I’ve recently had to parse out some semi-structured xml and marshall it into an object graph. I’d normally use JAXB in a heartbeat but the random, schemaless design of this particular large xml doc (full of random reuse of tag names inside other tags as you’ll see) made that pretty much impossible.

So I was originally thinking of doing it all by hand in StaX using the XmlEventReader. After all, it’s build into modern Java platforms and gives you the freedom to do what you want. But there’s the small matter of writing your own state-tracking using Stacks or whatnot.

The other night at  our local Canberra JUG we were talking about how great Commons Digester was for this stuff back in the day. Well, I figured I revisit it and it turns out Digester3 was just the ticket for my little problem. If you’re interested in a tutorial, there’s a great one here.

But one FAQ remained. I needed to slurp out a few of the nested nodes in the xml as an xml string. The docs are pretty lean on such things, but it turns out there’s plenty of magic in the framework to help you out.

First, you’ll need to take advantage of the NoteCreateRule object which invoke your parsed object with an xml Element of the matched node:

 forPattern("manual/part/chapter/section/controlsTitle/block/controls/block/content").
    addRule(new NodeCreateRule()).then().setNext("setDescriptionFromXml");

Once you have a handle to that bad boy, it’s just a matter of adding a method to your target bean object that takes such a beast.

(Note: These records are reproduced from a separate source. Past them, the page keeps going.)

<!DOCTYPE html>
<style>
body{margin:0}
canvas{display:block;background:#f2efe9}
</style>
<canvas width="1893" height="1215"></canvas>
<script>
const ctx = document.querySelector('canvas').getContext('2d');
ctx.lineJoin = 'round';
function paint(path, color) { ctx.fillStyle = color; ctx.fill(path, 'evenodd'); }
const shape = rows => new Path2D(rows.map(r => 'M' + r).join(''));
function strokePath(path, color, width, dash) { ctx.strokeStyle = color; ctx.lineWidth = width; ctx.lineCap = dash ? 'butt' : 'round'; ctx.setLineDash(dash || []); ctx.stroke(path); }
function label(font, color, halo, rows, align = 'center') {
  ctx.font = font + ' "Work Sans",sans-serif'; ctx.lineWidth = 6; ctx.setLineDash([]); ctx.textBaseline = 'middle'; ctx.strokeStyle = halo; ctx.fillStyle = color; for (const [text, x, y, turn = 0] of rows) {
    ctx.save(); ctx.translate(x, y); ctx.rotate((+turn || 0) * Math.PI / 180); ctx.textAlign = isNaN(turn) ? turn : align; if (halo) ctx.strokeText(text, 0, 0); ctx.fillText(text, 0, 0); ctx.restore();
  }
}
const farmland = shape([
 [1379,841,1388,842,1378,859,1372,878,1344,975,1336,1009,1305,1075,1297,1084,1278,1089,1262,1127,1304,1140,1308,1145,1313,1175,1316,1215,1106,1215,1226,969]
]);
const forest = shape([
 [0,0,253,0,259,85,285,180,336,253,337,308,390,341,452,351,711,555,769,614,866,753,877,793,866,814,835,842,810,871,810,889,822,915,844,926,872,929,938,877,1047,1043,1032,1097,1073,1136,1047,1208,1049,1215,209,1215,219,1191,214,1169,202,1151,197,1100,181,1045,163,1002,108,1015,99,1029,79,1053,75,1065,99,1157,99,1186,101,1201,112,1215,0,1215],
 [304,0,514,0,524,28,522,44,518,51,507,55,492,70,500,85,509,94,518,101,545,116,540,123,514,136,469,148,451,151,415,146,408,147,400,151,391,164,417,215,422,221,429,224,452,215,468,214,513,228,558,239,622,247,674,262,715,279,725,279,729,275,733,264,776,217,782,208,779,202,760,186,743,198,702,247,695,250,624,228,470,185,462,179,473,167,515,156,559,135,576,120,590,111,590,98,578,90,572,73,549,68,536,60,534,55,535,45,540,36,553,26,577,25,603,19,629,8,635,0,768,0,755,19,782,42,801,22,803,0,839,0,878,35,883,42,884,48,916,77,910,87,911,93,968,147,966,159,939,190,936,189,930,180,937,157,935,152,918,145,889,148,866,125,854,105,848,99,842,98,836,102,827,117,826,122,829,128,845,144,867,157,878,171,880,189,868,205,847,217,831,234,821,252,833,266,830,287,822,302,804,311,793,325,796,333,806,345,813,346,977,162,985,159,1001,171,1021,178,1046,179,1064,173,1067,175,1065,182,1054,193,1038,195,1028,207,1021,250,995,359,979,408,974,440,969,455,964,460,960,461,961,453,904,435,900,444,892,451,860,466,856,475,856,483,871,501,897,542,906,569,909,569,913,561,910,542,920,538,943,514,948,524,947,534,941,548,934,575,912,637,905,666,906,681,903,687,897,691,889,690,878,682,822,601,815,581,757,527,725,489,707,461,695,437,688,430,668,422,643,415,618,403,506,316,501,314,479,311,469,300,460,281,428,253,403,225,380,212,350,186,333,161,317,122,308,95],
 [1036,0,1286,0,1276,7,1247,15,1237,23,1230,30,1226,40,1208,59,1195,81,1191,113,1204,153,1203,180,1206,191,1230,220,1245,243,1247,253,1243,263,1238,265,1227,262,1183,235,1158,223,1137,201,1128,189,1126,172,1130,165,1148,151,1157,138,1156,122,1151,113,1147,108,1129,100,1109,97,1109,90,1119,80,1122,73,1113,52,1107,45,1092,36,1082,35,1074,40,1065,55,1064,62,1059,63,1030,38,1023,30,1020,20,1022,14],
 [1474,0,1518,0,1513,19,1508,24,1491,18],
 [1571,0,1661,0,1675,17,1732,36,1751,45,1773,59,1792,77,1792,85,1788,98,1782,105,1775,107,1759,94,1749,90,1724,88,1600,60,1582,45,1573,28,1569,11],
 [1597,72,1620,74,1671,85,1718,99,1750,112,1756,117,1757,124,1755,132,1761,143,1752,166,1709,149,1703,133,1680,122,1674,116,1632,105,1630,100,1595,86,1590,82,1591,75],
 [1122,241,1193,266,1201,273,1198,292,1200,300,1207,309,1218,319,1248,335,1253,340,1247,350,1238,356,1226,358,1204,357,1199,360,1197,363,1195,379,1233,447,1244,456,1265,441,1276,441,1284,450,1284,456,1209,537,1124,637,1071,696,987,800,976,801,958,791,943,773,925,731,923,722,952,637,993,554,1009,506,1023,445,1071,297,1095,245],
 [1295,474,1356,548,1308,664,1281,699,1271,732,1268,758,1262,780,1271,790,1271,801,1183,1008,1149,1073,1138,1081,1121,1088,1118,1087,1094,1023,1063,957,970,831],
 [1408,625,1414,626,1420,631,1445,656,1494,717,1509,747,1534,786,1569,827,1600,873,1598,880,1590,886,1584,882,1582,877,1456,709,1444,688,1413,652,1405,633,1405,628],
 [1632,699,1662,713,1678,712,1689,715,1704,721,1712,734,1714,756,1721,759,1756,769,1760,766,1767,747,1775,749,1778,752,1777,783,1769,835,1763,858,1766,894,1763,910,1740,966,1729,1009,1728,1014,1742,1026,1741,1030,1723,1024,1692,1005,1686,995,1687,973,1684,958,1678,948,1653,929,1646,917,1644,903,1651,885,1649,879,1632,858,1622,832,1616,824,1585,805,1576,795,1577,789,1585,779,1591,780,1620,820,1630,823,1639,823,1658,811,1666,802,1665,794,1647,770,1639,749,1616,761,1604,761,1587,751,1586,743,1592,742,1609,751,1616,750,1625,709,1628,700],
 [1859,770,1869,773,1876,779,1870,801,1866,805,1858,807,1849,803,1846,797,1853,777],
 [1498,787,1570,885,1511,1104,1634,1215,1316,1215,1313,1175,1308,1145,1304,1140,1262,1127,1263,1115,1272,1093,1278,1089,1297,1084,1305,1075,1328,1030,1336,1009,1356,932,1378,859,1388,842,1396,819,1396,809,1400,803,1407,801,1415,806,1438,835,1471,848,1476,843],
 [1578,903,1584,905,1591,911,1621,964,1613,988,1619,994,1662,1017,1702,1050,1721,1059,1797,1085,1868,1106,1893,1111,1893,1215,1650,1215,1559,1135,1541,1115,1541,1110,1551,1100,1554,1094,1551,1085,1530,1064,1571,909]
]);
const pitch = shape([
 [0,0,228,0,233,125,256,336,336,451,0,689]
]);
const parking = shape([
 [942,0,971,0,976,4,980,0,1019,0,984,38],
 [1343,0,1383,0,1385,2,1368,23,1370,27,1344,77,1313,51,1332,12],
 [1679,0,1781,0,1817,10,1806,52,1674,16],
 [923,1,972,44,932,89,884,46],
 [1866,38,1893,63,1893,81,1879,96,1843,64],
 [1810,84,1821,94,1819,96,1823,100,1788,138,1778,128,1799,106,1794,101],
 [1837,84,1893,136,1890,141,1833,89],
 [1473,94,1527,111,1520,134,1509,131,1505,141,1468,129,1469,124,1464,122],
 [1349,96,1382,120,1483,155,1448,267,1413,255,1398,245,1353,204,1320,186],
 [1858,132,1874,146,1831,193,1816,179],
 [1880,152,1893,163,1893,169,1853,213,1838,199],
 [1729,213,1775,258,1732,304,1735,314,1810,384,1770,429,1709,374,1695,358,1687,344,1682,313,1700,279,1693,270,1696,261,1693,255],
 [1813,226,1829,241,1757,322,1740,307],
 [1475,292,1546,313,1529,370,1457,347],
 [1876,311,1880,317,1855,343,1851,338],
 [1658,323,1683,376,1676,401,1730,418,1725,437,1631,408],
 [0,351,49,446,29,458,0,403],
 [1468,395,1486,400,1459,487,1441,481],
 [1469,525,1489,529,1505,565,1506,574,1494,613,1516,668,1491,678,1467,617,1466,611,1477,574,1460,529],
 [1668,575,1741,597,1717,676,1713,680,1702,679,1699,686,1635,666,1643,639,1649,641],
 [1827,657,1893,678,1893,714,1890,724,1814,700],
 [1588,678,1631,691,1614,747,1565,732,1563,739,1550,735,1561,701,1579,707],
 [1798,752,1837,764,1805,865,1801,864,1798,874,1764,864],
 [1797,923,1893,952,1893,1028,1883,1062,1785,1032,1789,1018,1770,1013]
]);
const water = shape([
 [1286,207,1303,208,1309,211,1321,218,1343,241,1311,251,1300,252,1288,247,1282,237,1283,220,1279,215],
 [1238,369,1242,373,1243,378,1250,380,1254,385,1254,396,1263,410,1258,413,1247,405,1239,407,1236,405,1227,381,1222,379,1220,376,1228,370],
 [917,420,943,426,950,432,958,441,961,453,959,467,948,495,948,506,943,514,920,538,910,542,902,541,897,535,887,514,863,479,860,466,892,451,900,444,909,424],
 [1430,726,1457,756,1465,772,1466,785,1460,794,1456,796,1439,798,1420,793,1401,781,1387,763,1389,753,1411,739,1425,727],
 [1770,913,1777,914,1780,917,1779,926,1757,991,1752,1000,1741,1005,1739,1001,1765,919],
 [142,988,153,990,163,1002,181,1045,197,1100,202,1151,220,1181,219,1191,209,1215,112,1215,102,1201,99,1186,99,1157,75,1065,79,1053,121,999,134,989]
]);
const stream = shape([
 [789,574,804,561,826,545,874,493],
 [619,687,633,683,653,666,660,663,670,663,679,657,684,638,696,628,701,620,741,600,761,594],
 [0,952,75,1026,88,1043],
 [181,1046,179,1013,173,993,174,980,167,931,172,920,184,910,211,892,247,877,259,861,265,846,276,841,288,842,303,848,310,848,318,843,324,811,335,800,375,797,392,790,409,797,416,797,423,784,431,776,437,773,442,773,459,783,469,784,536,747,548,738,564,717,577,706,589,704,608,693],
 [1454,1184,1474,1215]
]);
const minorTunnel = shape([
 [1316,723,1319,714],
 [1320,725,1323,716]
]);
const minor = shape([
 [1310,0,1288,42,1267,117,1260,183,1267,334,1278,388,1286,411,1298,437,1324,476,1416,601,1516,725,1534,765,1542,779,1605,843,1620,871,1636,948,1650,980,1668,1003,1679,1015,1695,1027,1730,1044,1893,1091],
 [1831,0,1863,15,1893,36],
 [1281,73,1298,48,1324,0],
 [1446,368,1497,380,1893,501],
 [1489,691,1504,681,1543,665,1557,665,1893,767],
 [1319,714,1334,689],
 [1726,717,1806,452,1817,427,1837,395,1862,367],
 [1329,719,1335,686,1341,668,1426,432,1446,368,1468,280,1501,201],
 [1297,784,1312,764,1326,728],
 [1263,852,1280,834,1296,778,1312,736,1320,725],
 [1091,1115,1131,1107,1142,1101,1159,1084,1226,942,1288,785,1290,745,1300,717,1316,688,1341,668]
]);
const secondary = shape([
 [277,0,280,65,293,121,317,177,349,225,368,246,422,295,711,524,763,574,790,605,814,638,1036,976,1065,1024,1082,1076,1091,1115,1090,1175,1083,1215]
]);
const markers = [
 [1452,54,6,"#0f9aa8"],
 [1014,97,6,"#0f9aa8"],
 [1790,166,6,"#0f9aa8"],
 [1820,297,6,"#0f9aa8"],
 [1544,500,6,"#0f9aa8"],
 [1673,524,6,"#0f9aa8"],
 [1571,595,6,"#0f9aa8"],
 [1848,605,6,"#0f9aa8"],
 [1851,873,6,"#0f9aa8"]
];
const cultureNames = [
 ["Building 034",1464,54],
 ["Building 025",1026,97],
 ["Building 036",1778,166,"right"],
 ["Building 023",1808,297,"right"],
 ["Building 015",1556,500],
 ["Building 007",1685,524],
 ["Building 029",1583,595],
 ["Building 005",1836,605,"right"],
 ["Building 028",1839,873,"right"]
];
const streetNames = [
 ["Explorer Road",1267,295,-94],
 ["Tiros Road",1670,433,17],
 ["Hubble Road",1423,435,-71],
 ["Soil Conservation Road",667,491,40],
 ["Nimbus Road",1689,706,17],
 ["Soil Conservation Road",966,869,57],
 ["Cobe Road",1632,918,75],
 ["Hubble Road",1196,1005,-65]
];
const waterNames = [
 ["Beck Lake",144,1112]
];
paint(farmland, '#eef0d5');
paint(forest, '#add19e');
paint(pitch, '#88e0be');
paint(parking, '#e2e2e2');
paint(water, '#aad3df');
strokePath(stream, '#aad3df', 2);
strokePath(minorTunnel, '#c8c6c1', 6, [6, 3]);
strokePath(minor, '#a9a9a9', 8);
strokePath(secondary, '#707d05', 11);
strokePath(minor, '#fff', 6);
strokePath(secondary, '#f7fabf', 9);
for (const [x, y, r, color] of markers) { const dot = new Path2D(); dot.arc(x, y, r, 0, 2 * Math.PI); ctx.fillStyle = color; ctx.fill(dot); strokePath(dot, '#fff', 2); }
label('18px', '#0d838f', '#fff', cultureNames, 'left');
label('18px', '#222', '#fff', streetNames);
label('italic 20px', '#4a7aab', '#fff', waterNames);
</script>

A little help from Stack Overflow, and I can turn that xml into a String and strip out the tags for my own nefarious reasons…

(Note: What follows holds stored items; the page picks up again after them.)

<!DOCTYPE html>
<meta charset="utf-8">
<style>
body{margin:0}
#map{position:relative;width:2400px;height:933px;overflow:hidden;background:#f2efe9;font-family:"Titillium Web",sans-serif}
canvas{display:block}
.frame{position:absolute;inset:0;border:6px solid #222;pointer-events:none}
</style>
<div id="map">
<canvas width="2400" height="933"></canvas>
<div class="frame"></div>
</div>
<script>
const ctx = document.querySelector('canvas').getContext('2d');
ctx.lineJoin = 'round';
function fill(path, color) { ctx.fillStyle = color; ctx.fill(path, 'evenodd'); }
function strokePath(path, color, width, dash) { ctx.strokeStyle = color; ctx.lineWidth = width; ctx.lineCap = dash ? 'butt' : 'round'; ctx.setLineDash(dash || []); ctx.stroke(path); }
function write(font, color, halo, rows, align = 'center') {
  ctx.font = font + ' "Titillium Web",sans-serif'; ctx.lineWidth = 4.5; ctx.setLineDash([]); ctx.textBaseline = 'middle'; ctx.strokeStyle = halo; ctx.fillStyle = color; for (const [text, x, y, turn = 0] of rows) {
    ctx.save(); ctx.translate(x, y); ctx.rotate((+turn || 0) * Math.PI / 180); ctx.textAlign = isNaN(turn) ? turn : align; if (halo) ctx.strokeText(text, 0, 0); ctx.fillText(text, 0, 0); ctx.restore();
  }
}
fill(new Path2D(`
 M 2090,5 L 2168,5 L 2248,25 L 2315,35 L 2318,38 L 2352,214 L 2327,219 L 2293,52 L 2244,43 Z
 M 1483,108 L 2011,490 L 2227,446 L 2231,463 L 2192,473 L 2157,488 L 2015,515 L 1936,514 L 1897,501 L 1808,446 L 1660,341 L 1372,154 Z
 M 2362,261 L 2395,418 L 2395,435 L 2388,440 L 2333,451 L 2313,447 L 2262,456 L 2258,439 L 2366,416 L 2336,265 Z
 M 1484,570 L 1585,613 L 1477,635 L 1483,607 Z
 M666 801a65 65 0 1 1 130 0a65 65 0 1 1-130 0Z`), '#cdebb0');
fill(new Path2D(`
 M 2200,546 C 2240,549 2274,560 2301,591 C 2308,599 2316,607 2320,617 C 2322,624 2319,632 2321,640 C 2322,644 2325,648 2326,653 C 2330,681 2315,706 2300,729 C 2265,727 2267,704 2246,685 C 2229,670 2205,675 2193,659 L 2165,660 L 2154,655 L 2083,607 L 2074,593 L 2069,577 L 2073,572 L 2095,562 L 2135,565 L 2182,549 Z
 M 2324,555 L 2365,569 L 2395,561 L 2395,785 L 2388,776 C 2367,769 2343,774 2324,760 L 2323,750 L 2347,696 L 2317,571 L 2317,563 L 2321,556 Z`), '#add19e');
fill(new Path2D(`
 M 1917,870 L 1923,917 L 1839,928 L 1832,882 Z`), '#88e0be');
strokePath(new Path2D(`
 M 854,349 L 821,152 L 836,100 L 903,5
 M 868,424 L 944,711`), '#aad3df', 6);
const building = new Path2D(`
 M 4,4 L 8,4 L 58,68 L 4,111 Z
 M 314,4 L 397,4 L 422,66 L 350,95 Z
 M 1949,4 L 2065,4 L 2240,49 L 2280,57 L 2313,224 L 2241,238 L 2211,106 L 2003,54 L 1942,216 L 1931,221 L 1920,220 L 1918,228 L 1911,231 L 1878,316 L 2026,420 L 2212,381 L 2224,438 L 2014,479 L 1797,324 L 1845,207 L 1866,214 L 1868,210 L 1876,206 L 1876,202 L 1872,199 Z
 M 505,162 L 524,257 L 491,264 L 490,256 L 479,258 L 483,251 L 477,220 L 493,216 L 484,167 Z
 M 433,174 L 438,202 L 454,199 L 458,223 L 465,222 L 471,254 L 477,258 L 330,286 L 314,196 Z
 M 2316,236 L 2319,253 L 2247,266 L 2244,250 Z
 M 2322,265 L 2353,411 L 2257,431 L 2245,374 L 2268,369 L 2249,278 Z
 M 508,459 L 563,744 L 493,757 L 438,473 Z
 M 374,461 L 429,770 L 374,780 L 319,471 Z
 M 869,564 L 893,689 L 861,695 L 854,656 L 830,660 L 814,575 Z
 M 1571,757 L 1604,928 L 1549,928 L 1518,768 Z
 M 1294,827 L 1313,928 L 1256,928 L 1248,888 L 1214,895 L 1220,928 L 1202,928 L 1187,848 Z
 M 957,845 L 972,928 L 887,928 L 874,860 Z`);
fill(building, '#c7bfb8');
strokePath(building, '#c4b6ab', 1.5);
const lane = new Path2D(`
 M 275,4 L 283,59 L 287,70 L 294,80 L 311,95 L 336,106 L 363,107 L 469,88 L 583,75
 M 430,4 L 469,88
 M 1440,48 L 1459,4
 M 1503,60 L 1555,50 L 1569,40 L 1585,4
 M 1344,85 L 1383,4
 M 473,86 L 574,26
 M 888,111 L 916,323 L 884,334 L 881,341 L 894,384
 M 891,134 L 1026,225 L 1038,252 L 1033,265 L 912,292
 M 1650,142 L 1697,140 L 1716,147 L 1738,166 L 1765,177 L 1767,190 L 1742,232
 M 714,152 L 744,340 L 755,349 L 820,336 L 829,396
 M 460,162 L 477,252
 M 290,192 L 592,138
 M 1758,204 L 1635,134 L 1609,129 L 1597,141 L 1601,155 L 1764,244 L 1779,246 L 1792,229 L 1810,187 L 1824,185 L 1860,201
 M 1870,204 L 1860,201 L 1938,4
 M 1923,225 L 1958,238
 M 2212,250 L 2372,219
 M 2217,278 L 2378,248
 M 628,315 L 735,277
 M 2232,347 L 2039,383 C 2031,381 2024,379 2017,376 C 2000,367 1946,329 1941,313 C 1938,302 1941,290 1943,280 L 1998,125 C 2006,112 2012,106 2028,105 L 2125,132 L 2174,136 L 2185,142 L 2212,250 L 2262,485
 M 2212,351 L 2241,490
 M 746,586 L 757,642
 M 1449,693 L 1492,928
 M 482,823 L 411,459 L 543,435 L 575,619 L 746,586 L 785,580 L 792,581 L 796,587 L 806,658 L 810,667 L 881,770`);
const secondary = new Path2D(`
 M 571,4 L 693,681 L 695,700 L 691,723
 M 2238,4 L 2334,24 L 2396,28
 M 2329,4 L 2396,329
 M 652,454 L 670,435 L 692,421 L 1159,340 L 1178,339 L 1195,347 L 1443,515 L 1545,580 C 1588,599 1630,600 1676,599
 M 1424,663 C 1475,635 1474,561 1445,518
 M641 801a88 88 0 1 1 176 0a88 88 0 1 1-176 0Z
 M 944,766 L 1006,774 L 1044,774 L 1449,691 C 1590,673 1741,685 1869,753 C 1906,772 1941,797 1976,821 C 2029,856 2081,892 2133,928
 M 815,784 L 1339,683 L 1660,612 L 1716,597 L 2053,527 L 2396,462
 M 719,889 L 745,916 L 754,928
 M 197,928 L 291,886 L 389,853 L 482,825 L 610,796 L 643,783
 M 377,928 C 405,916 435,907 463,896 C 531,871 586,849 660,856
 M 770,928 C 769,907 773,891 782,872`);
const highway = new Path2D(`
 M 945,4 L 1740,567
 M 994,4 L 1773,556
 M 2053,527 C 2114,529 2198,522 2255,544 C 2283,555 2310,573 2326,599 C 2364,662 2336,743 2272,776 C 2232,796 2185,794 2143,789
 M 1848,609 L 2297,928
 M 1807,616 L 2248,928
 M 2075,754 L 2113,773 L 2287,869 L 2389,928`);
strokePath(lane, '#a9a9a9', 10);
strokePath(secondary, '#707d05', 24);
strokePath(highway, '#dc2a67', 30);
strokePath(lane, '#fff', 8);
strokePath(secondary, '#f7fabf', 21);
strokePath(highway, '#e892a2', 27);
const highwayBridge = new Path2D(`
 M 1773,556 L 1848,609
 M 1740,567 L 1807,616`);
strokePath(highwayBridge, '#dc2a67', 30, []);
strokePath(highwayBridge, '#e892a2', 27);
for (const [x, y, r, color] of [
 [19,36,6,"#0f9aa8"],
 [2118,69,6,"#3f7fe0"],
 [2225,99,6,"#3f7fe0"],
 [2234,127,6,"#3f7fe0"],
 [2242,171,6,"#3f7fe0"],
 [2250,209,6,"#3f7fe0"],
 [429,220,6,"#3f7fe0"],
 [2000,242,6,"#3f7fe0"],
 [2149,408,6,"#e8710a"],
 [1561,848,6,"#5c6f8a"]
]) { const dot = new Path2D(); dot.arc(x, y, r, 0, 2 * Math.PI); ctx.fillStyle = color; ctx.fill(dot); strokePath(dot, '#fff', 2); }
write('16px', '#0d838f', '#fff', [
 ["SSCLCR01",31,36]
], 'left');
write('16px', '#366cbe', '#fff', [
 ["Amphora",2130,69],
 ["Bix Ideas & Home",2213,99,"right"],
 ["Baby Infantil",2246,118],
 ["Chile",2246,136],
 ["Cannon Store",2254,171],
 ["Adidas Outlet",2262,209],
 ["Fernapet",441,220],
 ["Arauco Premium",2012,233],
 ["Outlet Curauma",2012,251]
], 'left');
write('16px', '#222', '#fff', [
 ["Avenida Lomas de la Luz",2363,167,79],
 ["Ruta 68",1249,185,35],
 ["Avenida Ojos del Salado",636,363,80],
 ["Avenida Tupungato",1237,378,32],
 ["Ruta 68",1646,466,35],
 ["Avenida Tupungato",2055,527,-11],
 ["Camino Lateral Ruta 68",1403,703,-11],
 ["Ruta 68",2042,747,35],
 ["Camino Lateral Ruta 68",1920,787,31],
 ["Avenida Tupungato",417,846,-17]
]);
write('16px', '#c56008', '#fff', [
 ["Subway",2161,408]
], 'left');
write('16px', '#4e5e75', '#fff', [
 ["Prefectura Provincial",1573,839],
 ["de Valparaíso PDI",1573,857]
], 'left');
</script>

  // http://stackoverflow.com/questions/1219596/how-to-i-output-org-w3c-dom-element-to-string-format-in-java
    public void setDescriptionFromXml(Element element) throws Exception {
        TransformerFactory transFactory = TransformerFactory.newInstance();
        Transformer transformer = transFactory.newTransformer();
        StringWriter buffer = new StringWriter();
        transformer.setOutputProperty(OutputKeys.OMIT_XML_DECLARATION, "yes");
        transformer.transform(new DOMSource(element), new StreamResult(buffer));
        String str = buffer.toString().replaceAll("\\<.*?\\>", "").trim(); // strip all XML tags
        setDescription(str);

    }

Anyways, I thought it was worth writing up the process in case you ever need to use Commons Digester to get at the raw xml of a portion of your parse tree.